* _Work task_
Select all lines holding the word "white" from the entries that follow.

Stored items:
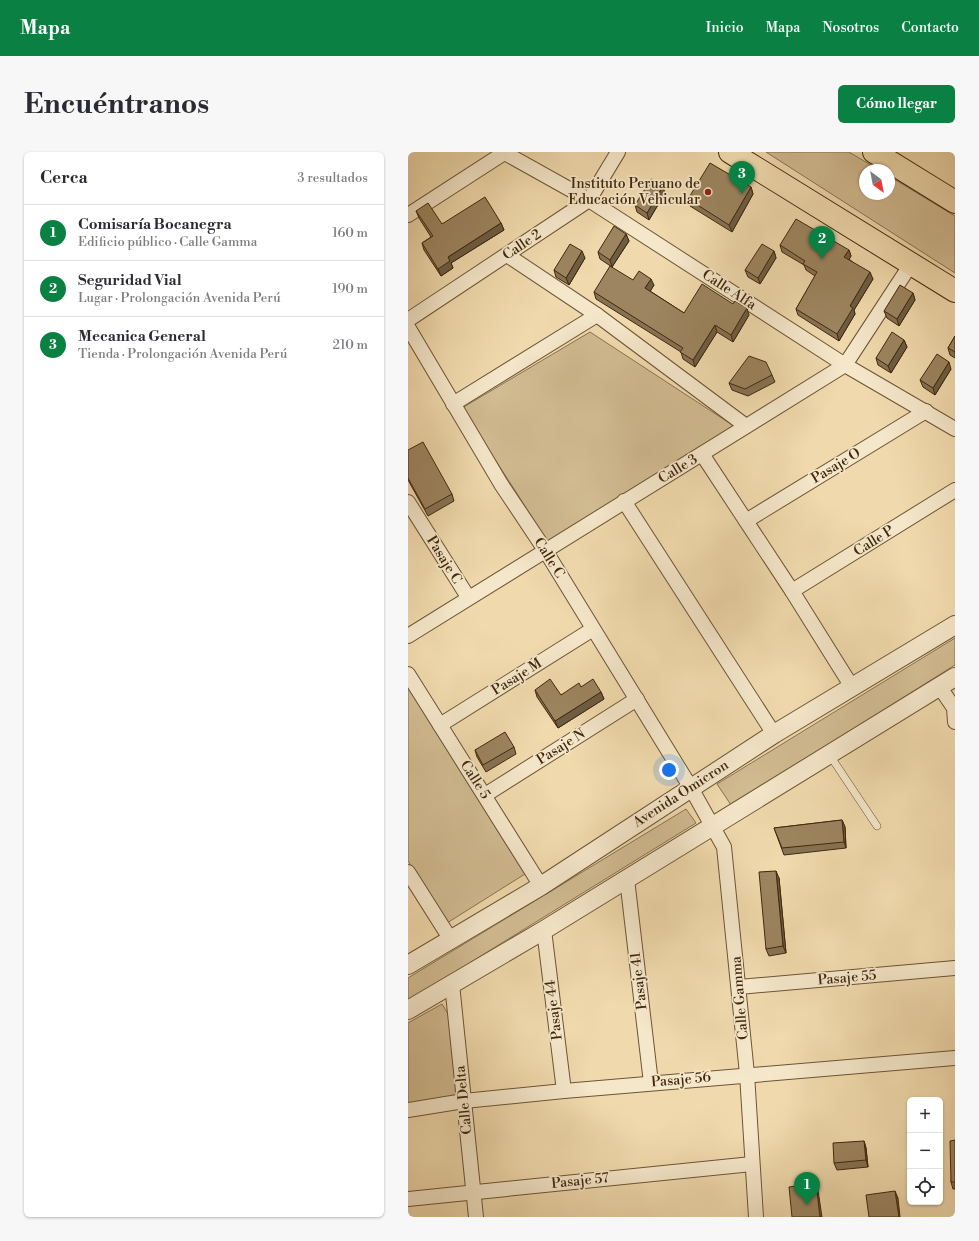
<!DOCTYPE html>
<html lang="es">
<meta charset="utf-8">
<style>
:root{--surface:#fff;--page:#f7f7f7;--text:#2b2b33;--muted:#7c7c81;--line:#e1e1e2;--accent:#0b8043}
body{margin:0;font-family:"Libre Bodoni",serif;background:var(--page);color:var(--text)}
.controls{position:absolute;right:12px;bottom:12px;display:grid;overflow:hidden;border-radius:6px;box-shadow:0 1px 3px #0004}
.controls button{width:36px;height:36px;display:grid;place-items:center;padding:0;border:0;border-bottom:1px solid var(--line);background:var(--surface);color:var(--text);font:20px sans-serif}
.compass{position:absolute;left:451px;top:12px;width:36px;height:36px;border-radius:50%;background:var(--surface);box-shadow:0 1px 3px #0004;rotate:148deg}
.you{position:absolute;left:261px;top:618px;width:14px;height:14px;margin:-10px;border:3px solid #fff;border-radius:50%;background:#1a73e8;box-shadow:0 0 0 6px #1a73e833}
.badge{display:grid;place-items:center;width:26px;height:26px;border-radius:50%;background:var(--accent);color:#fff;font-size:13px;font-weight:700}
.pin{position:absolute;translate:-50% -33px;filter:drop-shadow(0 1px 2px #0008)}
.pin::after{content:'';position:absolute;top:21px;width:14px;height:12px;background:inherit;clip-path:polygon(0 0,100% 0,50% 100%)}
.list{margin:0;padding:0;list-style:none}
h2{display:flex;justify-content:space-between;align-items:center;height:52px;margin:0;padding:0 16px;font-size:17px}
h2 small{font-size:13px;font-weight:400;color:var(--muted)}
.list li{display:grid;grid-template-columns:26px 1fr auto;gap:12px;align-items:center;box-sizing:border-box;height:56px;padding:0 16px;border-top:1px solid var(--line)}
.list b{display:block;font-size:15px;white-space:nowrap}
.list p{margin:0;font-size:13px;white-space:nowrap;color:var(--muted)}
.list em{font-size:13px;font-style:normal;color:var(--muted)}
.icon{flex:none;width:22px;height:22px;fill:none;stroke:currentColor;stroke-width:2;stroke-linecap:round;stroke-linejoin:round}
.map{position:relative;flex:none;width:547px;height:1065px;overflow:hidden;border-radius:6px}
header{display:flex;align-items:center;gap:24px;box-sizing:border-box;height:56px;padding:0 20px;background:var(--accent);color:#fff}
header strong{font-size:19px}
nav{display:flex;gap:22px;margin-inline-start:auto;font-size:14px}
.intro{display:flex;align-items:center;justify-content:space-between;box-sizing:border-box;height:96px;padding:0 24px}
h1{margin:0;font-size:28px}
.button{padding:10px 18px;border-radius:6px;background:var(--accent);color:#fff;font-size:14px;font-weight:700}
main{display:flex;gap:24px;padding:0 24px}
aside{flex:1;background:var(--surface);border-radius:6px;box-shadow:0 1px 3px #0004}
.map>svg:first-child{display:block}
.green{fill:#d2bc92;stroke:#8a7250}
.lines{fill:none;stroke-linecap:round;stroke-linejoin:round}
.service-casing{stroke:#6d5435;stroke-width:8}
.minor-casing{stroke:#6d5435;stroke-width:16}
.tertiary-casing{stroke:#6d5435;stroke-width:20}
.primary-casing{stroke:#41280d;stroke-width:24}
.service{stroke:#f5e7ca;stroke-width:7}
.minor{stroke:#f5e7ca;stroke-width:14}
.tertiary{stroke:#f5e7ca;stroke-width:18}
.primary{stroke:#f0daad;stroke-width:22}
.wall{fill:#867253;stroke:#41280d}
.shaded-wall{fill:#6d5d43;stroke:#41280d}
.building{fill:#9c8560;stroke:#41280d}
.poi-dot{fill:#8f2418;stroke:#f5e7ca;stroke-width:1.5}
.labels{text-anchor:middle;dominant-baseline:central;stroke-width:3.5;stroke-linejoin:round;paint-order:stroke}
.poi-label{font-size:14px;fill:#41280d;stroke:#f5e7ca;text-anchor:end}
.street-label{font-size:14px;fill:#41280d;stroke:#f5e7ca}
</style>
<header>
<strong>Mapa</strong>
<nav><a>Inicio</a><a>Mapa</a><a>Nosotros</a><a>Contacto</a></nav>
</header>
<div class="intro"><h1>Encuéntranos</h1><a class="button">Cómo llegar</a></div>
<main>
<aside>
<h2>Cerca<small>3 resultados</small></h2>
<ul class="list">
<li><span class="badge">1</span><div><b>Comisaría Bocanegra</b><p>Edificio público · Calle Gamma</p></div><em>160 m</em></li>
<li><span class="badge">2</span><div><b>Seguridad Vial</b><p>Lugar · Prolongación Avenida Perú</p></div><em>190 m</em></li>
<li><span class="badge">3</span><div><b>Mecanica General</b><p>Tienda · Prolongación Avenida Perú</p></div><em>210 m</em></li>
</ul>
</aside>
<div class="map">
<svg width="547" height="1065" viewBox="0 0 547 1065">
<rect width="100%" height="100%" fill="#f0daad"/>
<filter id="stains"><feTurbulence type="fractalNoise" baseFrequency=".005" numOctaves="4"/><feColorMatrix values="0 0 0 0 .2 0 0 0 0 .09 0 0 0 0 .02 0 0 0 .5 -.17"/></filter>
<radialGradient id="worn" r=".72"><stop offset=".6" stop-color="#630" stop-opacity="0"/><stop offset="1" stop-color="#630" stop-opacity=".3"/></radialGradient>
<!-- green -->
<g class="green">
<polygon points="358,0 441,0 471,18 457,18 457,42 481,42 481,24 547,64 547,121"/>
<polygon points="182,180 329,276 142,393 54,256"/>
<polygon points="547,486 547,513 323,653 309,632"/>
<polygon points="0,536 117,722 39,771 0,709"/>
<polygon points="278,657 288,671 0,849 0,826"/>
<polygon points="34,852 42,865 50,948 0,956 0,871"/>
</g>
<g class="lines">
<defs>
<polyline id="service" points="421,602 469,674"/>
<g id="minor">
<polyline points="95,0 181,48 437,213 547,277"/>
<polyline points="0,63 96,1"/>
<polyline points="99,103 189,163 338,274"/>
<polyline points="0,168 181,48 210,0"/>
<polyline points="0,175 93,332 137,398 283,636 316,695 339,922 348,1065"/>
<polyline points="45,252 189,163"/>
<polyline points="294,302 384,439 444,535"/>
<polyline points="216,349 366,582"/>
<polyline points="0,350 60,445"/>
<polyline points="338,369 518,259"/>
<polyline points="384,439 547,338"/>
<polyline points="0,484 437,213 503,112"/>
<polyline points="0,522 133,734"/>
<polyline points="531,534 546,556 547,570"/>
<polyline points="32,573 185,477"/>
<polyline points="77,643 229,547"/>
<polyline points="0,720 43,788"/>
<polyline points="219,727 243,931"/>
<polyline points="136,778 156,939"/>
<polyline points="44,832 68,1065"/>
<polyline points="331,835 547,816"/>
<polyline points="0,958 56,949 156,939 547,906"/>
<polyline points="0,1047 344,1012"/>
</g>
<g id="tertiary">
<polyline points="0,813 133,734 366,582 547,473"/>
<polyline points="0,858 136,778 547,525"/>
</g>
<g id="primary">
<polyline points="322,0 547,139"/>
<polyline points="466,0 547,50"/>
</g>
</defs>
<!-- service casing -->
<use href="#service" class="service-casing"/>
<!-- minor casing -->
<use href="#minor" class="minor-casing"/>
<!-- tertiary casing -->
<use href="#tertiary" class="tertiary-casing"/>
<!-- primary casing -->
<use href="#primary" class="primary-casing"/>
<!-- service -->
<use href="#service" class="service"/>
<!-- minor -->
<use href="#minor" class="minor"/>
<!-- tertiary -->
<use href="#tertiary" class="tertiary"/>
<!-- primary -->
<use href="#primary" class="primary"/>
</g>
<!-- wall -->
<g class="wall">
<polygon points="343,35 345,42 324,80 282,54 280,47"/>
<polygon points="257,41 241,68 229,60 227,53"/>
<polygon points="8,59 34,72 93,71 96,78 43,111 45,116 33,124 16,98 14,91 23,85 11,66"/>
<polygon points="218,82 221,89 204,115 192,107 190,100"/>
<polygon points="372,93 441,98 443,104 441,107 465,127 446,158 447,162 431,189 390,163 388,157 407,124 398,118 396,113 374,100"/>
<polygon points="366,99 368,106 352,132 340,125 337,118"/>
<polygon points="177,106 161,133 148,125 146,118"/>
<polygon points="246,133 242,139 276,161 341,163 325,190 309,180 287,215 275,207 273,200 188,147 186,140"/>
<polygon points="505,141 507,148 491,174 479,166 476,159"/>
<polygon points="547,184 547,206 542,203 540,196"/>
<polygon points="496,188 499,195 483,221 470,213 468,206"/>
<polygon points="543,217 527,243 515,235 512,228"/>
<polygon points="364,223 367,230 340,244 324,238 321,231"/>
<polygon points="0,298 44,342 46,349 20,364 0,328"/>
<polygon points="173,535 193,540 196,547 150,576 129,545 127,538 153,543"/>
<polygon points="106,595 108,602 78,620 69,605 67,598"/>
<polygon points="434,668 437,675 438,696 376,703 366,676"/>
<polygon points="371,726 378,801 361,804 358,797"/>
<polygon points="547,988 547,1037 545,1037 543,1030"/>
<polygon points="456,989 458,996 460,1015 429,1018 426,1011"/>
</g>
<!-- shaded-wall -->
<g class="shaded-wall">
<polygon points="255,34 257,41 241,68 239,61"/>
<polygon points="343,35 345,42 324,80 321,73"/>
<polygon points="93,71 96,78 43,111 45,116 33,124 30,117 40,105"/>
<polygon points="218,82 221,89 204,115 202,108"/>
<polygon points="441,98 443,104 439,111 436,105"/>
<polygon points="174,99 177,106 161,133 158,126"/>
<polygon points="366,99 368,106 352,132 350,126"/>
<polygon points="462,120 465,127 446,158 447,162 431,189 429,182 442,154"/>
<polygon points="243,127 246,133 240,143 237,136"/>
<polygon points="505,141 507,148 491,174 489,167"/>
<polygon points="339,156 341,163 325,190 323,183"/>
<polygon points="307,173 309,180 287,215 285,208"/>
<polygon points="496,188 499,195 483,221 480,214"/>
<polygon points="541,210 543,217 527,243 525,236"/>
<polygon points="193,540 196,547 150,576 147,569"/>
<polygon points="434,668 437,675 438,696 436,690"/>
<polygon points="368,719 371,726 378,801 375,794"/>
<polygon points="456,989 458,996 460,1015 458,1008"/>
<polygon points="408,1031 410,1038 414,1065 412,1065"/>
<polygon points="487,1039 490,1046 492,1065 491,1065"/>
</g>
<!-- building -->
<g class="building">
<polygon points="302,11 343,35 321,73 280,47"/>
<polygon points="243,27 255,34 239,61 227,53"/>
<polygon points="77,45 93,71 40,105 42,109 30,117 14,91 25,84 8,59 20,51 34,72"/>
<polygon points="388,67 441,98 436,105 462,120 442,154 445,156 429,182 388,157 409,120 395,112 397,109 372,93"/>
<polygon points="206,74 218,82 202,108 190,100"/>
<polygon points="162,92 174,99 158,126 146,118"/>
<polygon points="354,92 366,99 350,126 337,118"/>
<polygon points="202,114 225,128 231,119 243,127 237,136 276,161 294,132 325,152 327,149 339,156 323,183 307,173 285,208 272,200 275,196 186,140"/>
<polygon points="492,133 505,141 489,167 476,159"/>
<polygon points="484,180 496,188 480,214 468,206"/>
<polygon points="547,184 547,200 540,196"/>
<polygon points="529,202 541,210 525,236 512,228"/>
<polygon points="341,204 358,210 364,223 337,237 321,231"/>
<polygon points="15,290 44,342 17,357 0,326 0,298"/>
<polygon points="142,527 153,543 171,531 173,535 185,527 193,540 147,569 127,538"/>
<polygon points="97,580 106,595 75,613 67,598"/>
<polygon points="434,668 436,690 374,696 366,676"/>
<polygon points="368,719 375,794 358,797 351,720"/>
<polygon points="547,988 547,1030 543,1030 542,989"/>
<polygon points="456,989 458,1008 426,1011 425,991"/>
<polygon points="408,1031 412,1065 384,1065 381,1035"/>
<polygon points="487,1039 491,1065 461,1065 458,1043"/>
</g>
<!-- markers -->
<circle class="poi-dot" cx="300" cy="40" r="4"/>
<g class="labels">
<!-- poi labels -->
<g class="poi-label">
<text x="292" y="32">Instituto Peruano de<tspan x="292" dy="16">Educación Vehicular</tspan></text>
</g>
<!-- street labels -->
<g class="street-label">
<text transform="translate(114 93) rotate(-34)">Calle 2</text>
<text transform="translate(321 138) rotate(33)">Calle Alfa</text>
<text transform="translate(428 314) rotate(-31)">Pasaje O</text>
<text transform="translate(270 317) rotate(-31)">Calle 3</text>
<text transform="translate(466 389) rotate(-32)">Calle P</text>
<text transform="translate(141 406) rotate(58)">Calle C</text>
<text transform="translate(36 408) rotate(58)">Pasaje C</text>
<text transform="translate(109 525) rotate(-32)">Pasaje M</text>
<text transform="translate(153 595) rotate(-32)">Pasaje N</text>
<text transform="translate(67 628) rotate(57)">Calle 5</text>
<text transform="translate(273 642) rotate(-33)">Avenida Omicron</text>
<text transform="translate(439 826) rotate(-5)">Pasaje 55</text>
<text transform="translate(231 829) rotate(-97)">Pasaje 41</text>
<text transform="translate(332 846) rotate(-95)">Calle Gamma</text>
<text transform="translate(146 858) rotate(-97)">Pasaje 44</text>
<text transform="translate(273 928) rotate(-5)">Pasaje 56</text>
<text transform="translate(56 948) rotate(-96)">Calle Delta</text>
<text transform="translate(172 1029) rotate(-6)">Pasaje 57</text>
</g>
</g>
<rect width="100%" height="100%" filter="url(#stains)"/>
<rect width="100%" height="100%" fill="url(#worn)"/>
</svg>
<div class="controls">
<button>+</button>
<button>−</button>
<button><svg class="icon" aria-label="locate" viewBox="0 0 24 24"><circle cx="12" cy="12" r="6"/><path d="M12 2v4M12 18v4M2 12h4M18 12h4"/></svg></button>
</div>
<svg class="compass" viewBox="-18 -18 36 36"><path d="M0-13l5 13h-10z" fill="#e53935"/><path d="M0 13l5-13h-10z" fill="#7c7c81"/></svg>
<div class="you"></div>
<div class="pin badge" style="left:399px;top:1053px">1</div>
<div class="pin badge" style="left:414px;top:107px">2</div>
<div class="pin badge" style="left:334px;top:42px">3</div>
</div>
</main>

* _Response to the exercise_
.list b{display:block;font-size:15px;white-space:nowrap}
.list p{margin:0;font-size:13px;white-space:nowrap;color:var(--muted)}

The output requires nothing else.